YOUR GOAL:
All lines in the records below that hold "linecap" are to be shown.
-------- PROVIDED DATA
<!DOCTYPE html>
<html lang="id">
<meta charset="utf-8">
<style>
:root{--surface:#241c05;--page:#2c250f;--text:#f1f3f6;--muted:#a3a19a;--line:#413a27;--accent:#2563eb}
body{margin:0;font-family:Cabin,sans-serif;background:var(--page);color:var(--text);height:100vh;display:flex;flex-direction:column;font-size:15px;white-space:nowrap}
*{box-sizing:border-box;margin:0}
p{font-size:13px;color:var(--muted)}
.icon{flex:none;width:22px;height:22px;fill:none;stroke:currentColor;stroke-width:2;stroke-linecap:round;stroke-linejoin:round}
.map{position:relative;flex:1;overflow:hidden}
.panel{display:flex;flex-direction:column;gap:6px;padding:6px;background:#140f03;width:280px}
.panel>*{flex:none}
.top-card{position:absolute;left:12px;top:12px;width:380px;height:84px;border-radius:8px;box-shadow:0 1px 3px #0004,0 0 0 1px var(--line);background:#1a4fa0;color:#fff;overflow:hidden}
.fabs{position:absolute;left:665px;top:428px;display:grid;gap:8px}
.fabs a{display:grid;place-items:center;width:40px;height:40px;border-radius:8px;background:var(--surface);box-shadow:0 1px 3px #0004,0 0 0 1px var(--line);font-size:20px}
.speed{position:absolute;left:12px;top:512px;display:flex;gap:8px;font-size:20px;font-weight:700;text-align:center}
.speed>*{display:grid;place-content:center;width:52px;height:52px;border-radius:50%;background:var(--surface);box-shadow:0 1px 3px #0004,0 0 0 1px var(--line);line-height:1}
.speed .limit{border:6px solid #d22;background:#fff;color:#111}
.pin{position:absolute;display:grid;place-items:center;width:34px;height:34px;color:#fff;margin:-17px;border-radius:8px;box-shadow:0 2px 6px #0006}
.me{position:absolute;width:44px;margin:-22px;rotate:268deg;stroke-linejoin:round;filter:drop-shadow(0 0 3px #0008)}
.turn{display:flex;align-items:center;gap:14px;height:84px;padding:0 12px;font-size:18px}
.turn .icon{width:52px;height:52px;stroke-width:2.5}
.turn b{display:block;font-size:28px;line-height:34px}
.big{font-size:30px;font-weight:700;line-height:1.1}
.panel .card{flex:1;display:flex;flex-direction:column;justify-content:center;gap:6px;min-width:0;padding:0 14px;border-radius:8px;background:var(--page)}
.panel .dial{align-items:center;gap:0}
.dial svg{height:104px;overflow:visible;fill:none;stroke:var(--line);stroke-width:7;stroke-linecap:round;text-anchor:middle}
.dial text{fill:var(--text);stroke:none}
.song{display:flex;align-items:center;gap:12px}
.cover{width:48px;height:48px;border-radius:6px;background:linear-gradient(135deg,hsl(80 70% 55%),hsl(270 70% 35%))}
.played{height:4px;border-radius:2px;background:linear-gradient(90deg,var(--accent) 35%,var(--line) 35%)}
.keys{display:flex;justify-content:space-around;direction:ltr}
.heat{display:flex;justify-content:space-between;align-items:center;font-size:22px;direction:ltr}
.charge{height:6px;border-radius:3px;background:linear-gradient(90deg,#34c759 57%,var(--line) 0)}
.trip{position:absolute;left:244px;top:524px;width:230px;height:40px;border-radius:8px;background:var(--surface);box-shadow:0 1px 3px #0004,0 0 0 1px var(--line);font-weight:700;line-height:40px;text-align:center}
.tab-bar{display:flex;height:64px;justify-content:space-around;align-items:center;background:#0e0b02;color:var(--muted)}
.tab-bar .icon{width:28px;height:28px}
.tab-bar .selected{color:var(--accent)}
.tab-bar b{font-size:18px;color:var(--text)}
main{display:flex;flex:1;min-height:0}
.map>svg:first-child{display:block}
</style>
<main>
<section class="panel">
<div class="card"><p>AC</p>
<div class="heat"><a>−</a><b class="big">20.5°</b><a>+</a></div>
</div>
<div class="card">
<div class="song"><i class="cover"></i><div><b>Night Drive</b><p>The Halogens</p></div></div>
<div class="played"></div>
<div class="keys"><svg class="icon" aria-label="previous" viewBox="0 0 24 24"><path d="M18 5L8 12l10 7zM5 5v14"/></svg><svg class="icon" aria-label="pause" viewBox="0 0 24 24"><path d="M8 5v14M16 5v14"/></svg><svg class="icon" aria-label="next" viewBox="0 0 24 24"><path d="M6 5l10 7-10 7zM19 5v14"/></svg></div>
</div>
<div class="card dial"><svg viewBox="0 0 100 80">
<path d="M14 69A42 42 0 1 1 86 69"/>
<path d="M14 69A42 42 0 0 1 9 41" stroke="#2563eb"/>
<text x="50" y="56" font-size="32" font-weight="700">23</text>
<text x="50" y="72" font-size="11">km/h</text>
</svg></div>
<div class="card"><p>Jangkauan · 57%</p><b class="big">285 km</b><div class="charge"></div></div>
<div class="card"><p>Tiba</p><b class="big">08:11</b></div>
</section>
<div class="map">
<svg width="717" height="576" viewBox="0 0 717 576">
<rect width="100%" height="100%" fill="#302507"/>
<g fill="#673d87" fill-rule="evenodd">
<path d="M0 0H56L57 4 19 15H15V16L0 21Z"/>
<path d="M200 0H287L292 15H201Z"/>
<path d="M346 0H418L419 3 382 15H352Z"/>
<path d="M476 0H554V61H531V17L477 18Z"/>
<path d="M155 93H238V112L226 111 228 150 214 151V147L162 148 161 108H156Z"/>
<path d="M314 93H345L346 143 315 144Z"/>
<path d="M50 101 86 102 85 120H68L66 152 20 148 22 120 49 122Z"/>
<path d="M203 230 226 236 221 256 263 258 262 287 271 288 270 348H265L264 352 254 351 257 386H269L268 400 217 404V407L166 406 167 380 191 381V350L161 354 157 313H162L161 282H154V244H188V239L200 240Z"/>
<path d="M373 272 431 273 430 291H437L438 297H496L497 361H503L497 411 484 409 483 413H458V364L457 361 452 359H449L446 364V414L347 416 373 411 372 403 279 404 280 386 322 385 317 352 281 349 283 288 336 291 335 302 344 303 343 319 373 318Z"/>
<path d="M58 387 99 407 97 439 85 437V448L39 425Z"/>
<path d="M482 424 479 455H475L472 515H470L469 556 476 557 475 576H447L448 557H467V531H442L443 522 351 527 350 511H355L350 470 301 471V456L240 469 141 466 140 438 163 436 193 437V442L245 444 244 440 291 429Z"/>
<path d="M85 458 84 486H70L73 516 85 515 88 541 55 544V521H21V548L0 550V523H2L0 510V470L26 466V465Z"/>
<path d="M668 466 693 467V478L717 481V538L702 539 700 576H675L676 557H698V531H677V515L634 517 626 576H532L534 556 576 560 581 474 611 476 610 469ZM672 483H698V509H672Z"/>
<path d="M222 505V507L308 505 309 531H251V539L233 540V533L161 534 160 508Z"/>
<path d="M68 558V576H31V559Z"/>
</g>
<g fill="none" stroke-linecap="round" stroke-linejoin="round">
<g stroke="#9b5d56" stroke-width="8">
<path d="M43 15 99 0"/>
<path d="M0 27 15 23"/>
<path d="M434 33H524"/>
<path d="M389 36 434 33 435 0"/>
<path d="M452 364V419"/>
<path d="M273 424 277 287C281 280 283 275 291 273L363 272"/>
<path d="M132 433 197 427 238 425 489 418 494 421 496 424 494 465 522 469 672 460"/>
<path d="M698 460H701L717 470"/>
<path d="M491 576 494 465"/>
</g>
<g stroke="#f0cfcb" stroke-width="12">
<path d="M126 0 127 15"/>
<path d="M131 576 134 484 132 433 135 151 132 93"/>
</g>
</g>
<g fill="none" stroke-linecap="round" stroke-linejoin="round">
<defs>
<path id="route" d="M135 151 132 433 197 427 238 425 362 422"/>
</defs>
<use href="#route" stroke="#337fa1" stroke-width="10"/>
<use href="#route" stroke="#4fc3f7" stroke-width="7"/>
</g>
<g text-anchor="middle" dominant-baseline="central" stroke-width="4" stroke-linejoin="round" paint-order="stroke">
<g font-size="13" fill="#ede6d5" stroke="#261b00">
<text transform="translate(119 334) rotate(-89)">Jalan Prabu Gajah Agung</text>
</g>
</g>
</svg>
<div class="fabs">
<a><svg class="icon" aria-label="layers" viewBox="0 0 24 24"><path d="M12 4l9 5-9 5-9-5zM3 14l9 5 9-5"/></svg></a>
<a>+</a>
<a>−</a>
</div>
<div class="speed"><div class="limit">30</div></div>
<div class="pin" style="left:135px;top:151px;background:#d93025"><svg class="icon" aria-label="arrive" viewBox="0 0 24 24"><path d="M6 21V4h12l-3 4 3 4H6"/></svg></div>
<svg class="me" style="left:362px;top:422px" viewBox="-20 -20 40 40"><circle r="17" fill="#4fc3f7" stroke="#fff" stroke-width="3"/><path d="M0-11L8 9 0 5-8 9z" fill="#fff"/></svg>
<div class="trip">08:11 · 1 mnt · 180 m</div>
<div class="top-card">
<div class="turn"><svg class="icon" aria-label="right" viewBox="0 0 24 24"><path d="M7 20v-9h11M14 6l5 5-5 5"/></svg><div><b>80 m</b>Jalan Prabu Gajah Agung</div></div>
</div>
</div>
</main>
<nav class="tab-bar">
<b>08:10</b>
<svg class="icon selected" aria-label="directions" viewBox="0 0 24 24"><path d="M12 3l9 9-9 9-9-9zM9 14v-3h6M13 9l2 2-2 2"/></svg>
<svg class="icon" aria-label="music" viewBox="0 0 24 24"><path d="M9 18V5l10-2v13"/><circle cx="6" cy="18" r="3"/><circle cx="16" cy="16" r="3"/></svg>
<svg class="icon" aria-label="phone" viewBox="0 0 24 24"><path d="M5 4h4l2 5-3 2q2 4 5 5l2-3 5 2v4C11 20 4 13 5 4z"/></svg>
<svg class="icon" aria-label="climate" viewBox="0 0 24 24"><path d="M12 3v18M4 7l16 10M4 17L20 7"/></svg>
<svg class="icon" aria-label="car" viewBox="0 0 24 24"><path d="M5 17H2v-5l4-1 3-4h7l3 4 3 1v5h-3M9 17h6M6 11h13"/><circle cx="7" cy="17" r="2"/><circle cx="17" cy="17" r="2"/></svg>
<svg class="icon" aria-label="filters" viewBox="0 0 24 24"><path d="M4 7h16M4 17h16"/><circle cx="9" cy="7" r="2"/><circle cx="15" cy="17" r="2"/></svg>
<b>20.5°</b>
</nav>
----------------
RESPONSE TO THIS TASK:
.icon{flex:none;width:22px;height:22px;fill:none;stroke:currentColor;stroke-width:2;stroke-linecap:round;stroke-linejoin:round}
.dial svg{height:104px;overflow:visible;fill:none;stroke:var(--line);stroke-width:7;stroke-linecap:round;text-anchor:middle}
<g fill="none" stroke-linecap="round" stroke-linejoin="round">
<g fill="none" stroke-linecap="round" stroke-linejoin="round">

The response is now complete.